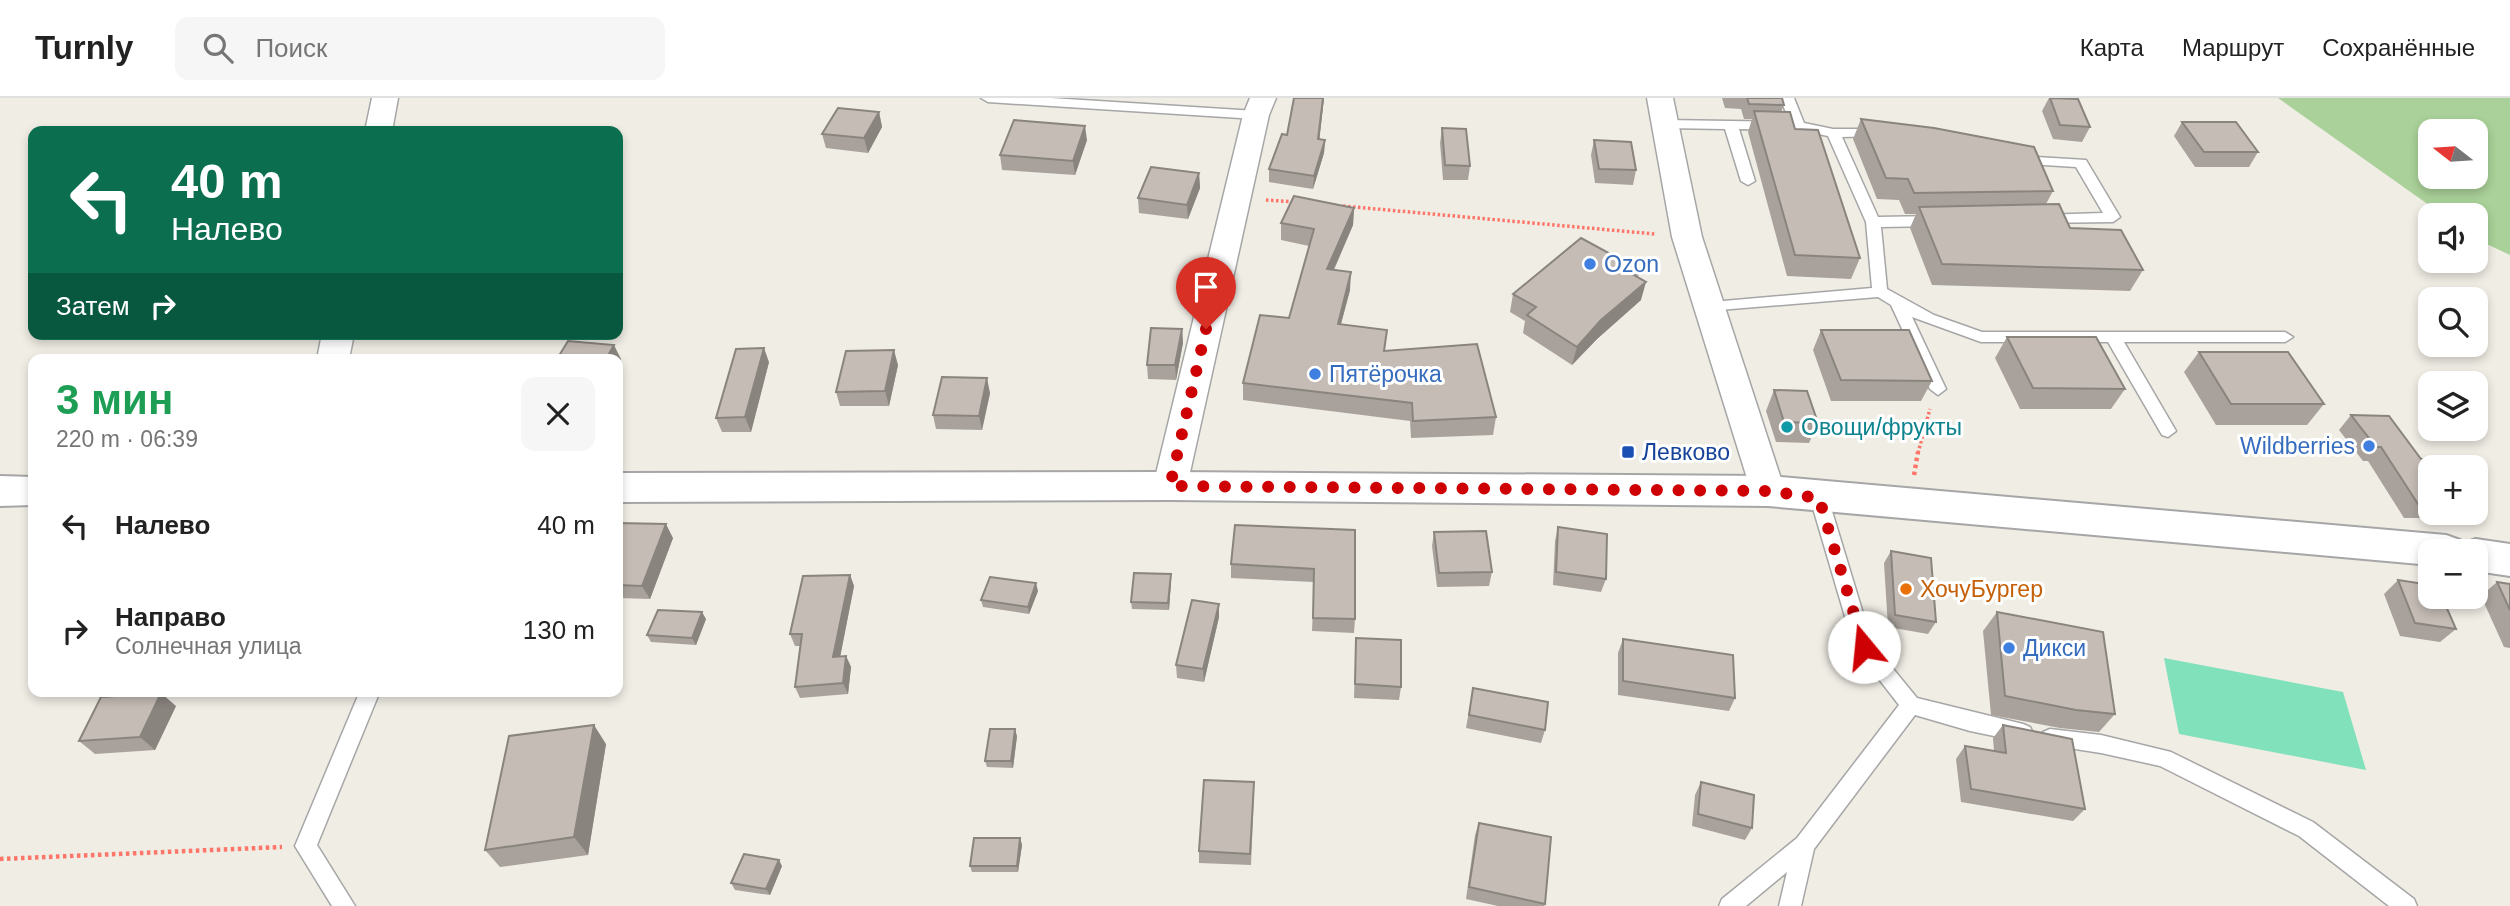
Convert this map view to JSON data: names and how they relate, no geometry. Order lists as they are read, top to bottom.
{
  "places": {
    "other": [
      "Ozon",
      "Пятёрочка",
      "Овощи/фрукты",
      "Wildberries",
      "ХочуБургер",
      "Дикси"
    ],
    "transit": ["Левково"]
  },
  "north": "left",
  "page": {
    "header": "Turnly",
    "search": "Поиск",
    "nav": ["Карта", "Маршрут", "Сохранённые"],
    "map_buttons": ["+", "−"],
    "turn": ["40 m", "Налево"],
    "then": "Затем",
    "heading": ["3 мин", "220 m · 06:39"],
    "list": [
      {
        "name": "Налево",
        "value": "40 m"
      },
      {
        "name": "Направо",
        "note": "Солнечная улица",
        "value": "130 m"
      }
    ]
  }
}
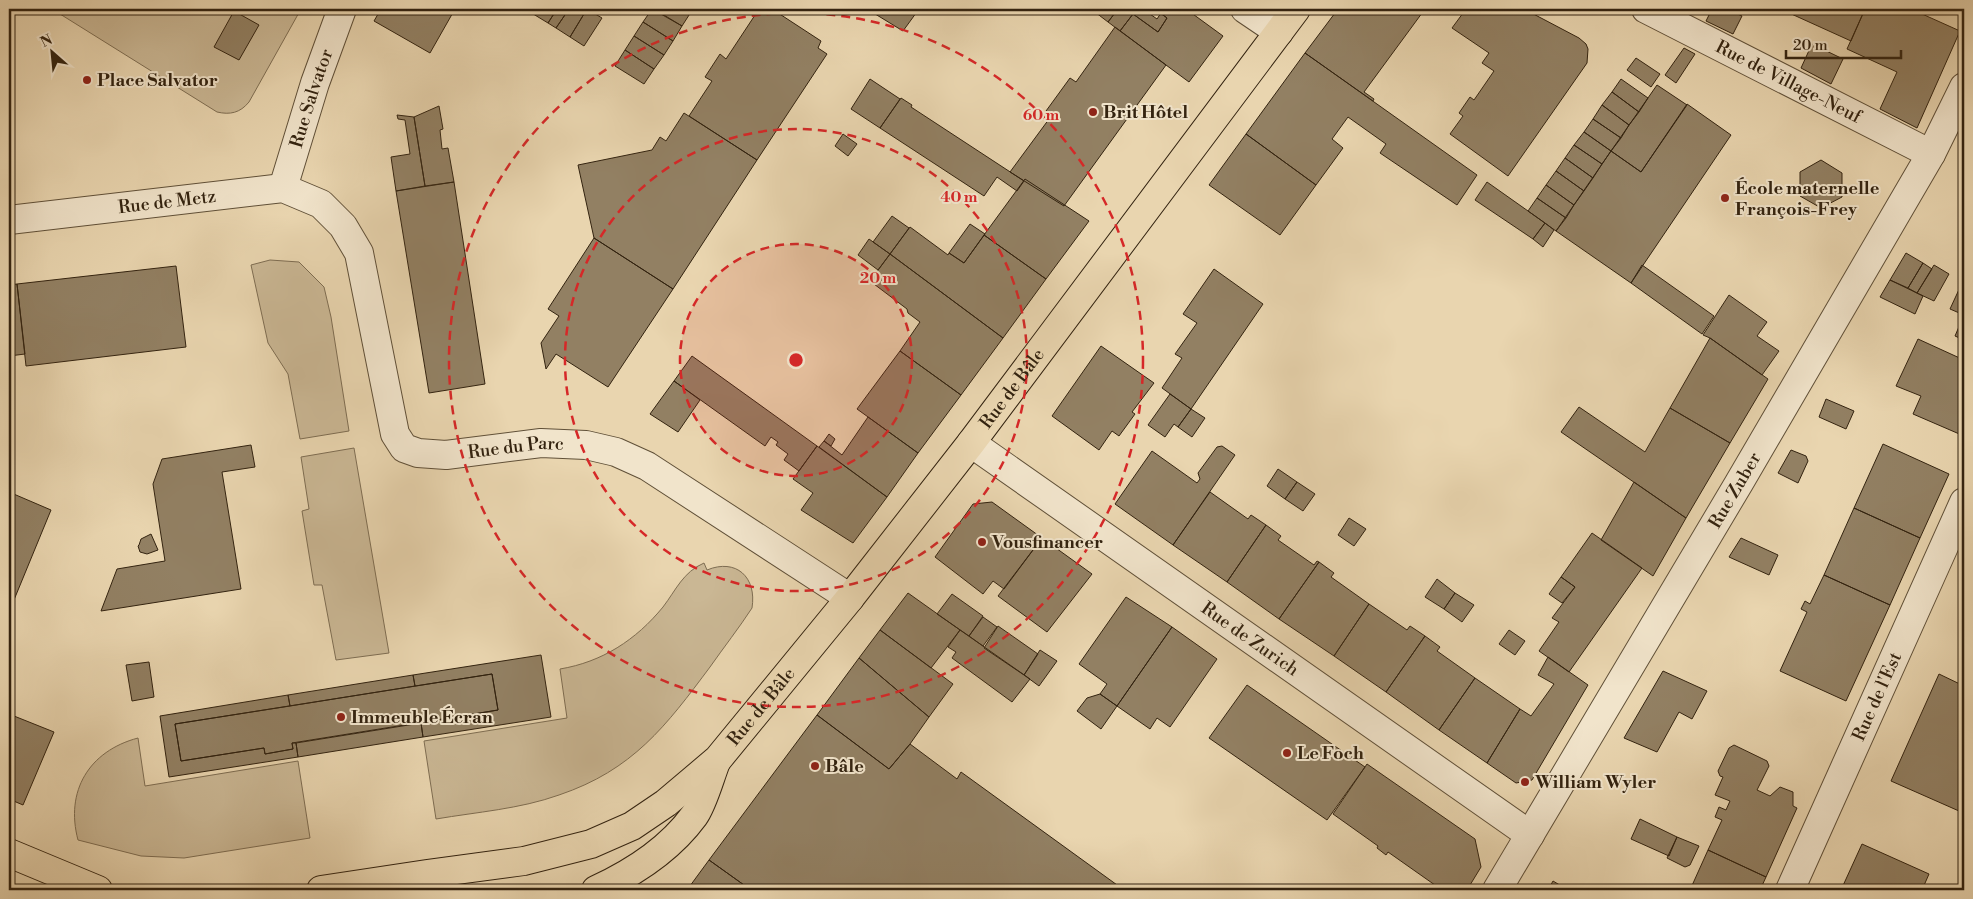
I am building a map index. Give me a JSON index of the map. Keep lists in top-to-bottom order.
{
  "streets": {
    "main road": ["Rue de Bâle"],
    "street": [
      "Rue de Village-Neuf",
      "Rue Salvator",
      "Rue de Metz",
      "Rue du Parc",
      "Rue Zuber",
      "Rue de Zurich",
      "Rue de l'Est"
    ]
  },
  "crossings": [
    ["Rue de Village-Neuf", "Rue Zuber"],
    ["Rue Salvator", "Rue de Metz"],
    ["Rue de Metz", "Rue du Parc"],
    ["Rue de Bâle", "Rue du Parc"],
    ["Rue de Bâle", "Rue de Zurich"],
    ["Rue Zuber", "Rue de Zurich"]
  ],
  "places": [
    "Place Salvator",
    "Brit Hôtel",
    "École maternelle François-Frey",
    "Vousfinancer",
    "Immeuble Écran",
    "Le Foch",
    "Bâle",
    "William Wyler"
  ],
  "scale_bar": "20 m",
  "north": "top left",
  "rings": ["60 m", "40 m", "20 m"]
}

## Aim of the exercise
Would you retype all the lines shown above, exactly as written and without any picture?

## Answer space
Convert this map view to JSON data: names and how they relate, no geometry. Order lists as they are read, top to bottom.
{
  "places": {
    "other": [
      "Ozon",
      "Пятёрочка",
      "Овощи/фрукты",
      "Wildberries",
      "ХочуБургер",
      "Дикси"
    ],
    "transit": ["Левково"]
  },
  "north": "left",
  "page": {
    "header": "Turnly",
    "search": "Поиск",
    "nav": ["Карта", "Маршрут", "Сохранённые"],
    "map_buttons": ["+", "−"],
    "turn": ["40 m", "Налево"],
    "then": "Затем",
    "heading": ["3 мин", "220 m · 06:39"],
    "list": [
      {
        "name": "Налево",
        "value": "40 m"
      },
      {
        "name": "Направо",
        "note": "Солнечная улица",
        "value": "130 m"
      }
    ]
  }
}
I am building a map index. Give me a JSON index of the map. Keep lists in top-to-bottom order.
{
  "streets": {
    "main road": ["Rue de Bâle"],
    "street": [
      "Rue de Village-Neuf",
      "Rue Salvator",
      "Rue de Metz",
      "Rue du Parc",
      "Rue Zuber",
      "Rue de Zurich",
      "Rue de l'Est"
    ]
  },
  "crossings": [
    ["Rue de Village-Neuf", "Rue Zuber"],
    ["Rue Salvator", "Rue de Metz"],
    ["Rue de Metz", "Rue du Parc"],
    ["Rue de Bâle", "Rue du Parc"],
    ["Rue de Bâle", "Rue de Zurich"],
    ["Rue Zuber", "Rue de Zurich"]
  ],
  "places": [
    "Place Salvator",
    "Brit Hôtel",
    "École maternelle François-Frey",
    "Vousfinancer",
    "Immeuble Écran",
    "Le Foch",
    "Bâle",
    "William Wyler"
  ],
  "scale_bar": "20 m",
  "north": "top left",
  "rings": ["60 m", "40 m", "20 m"]
}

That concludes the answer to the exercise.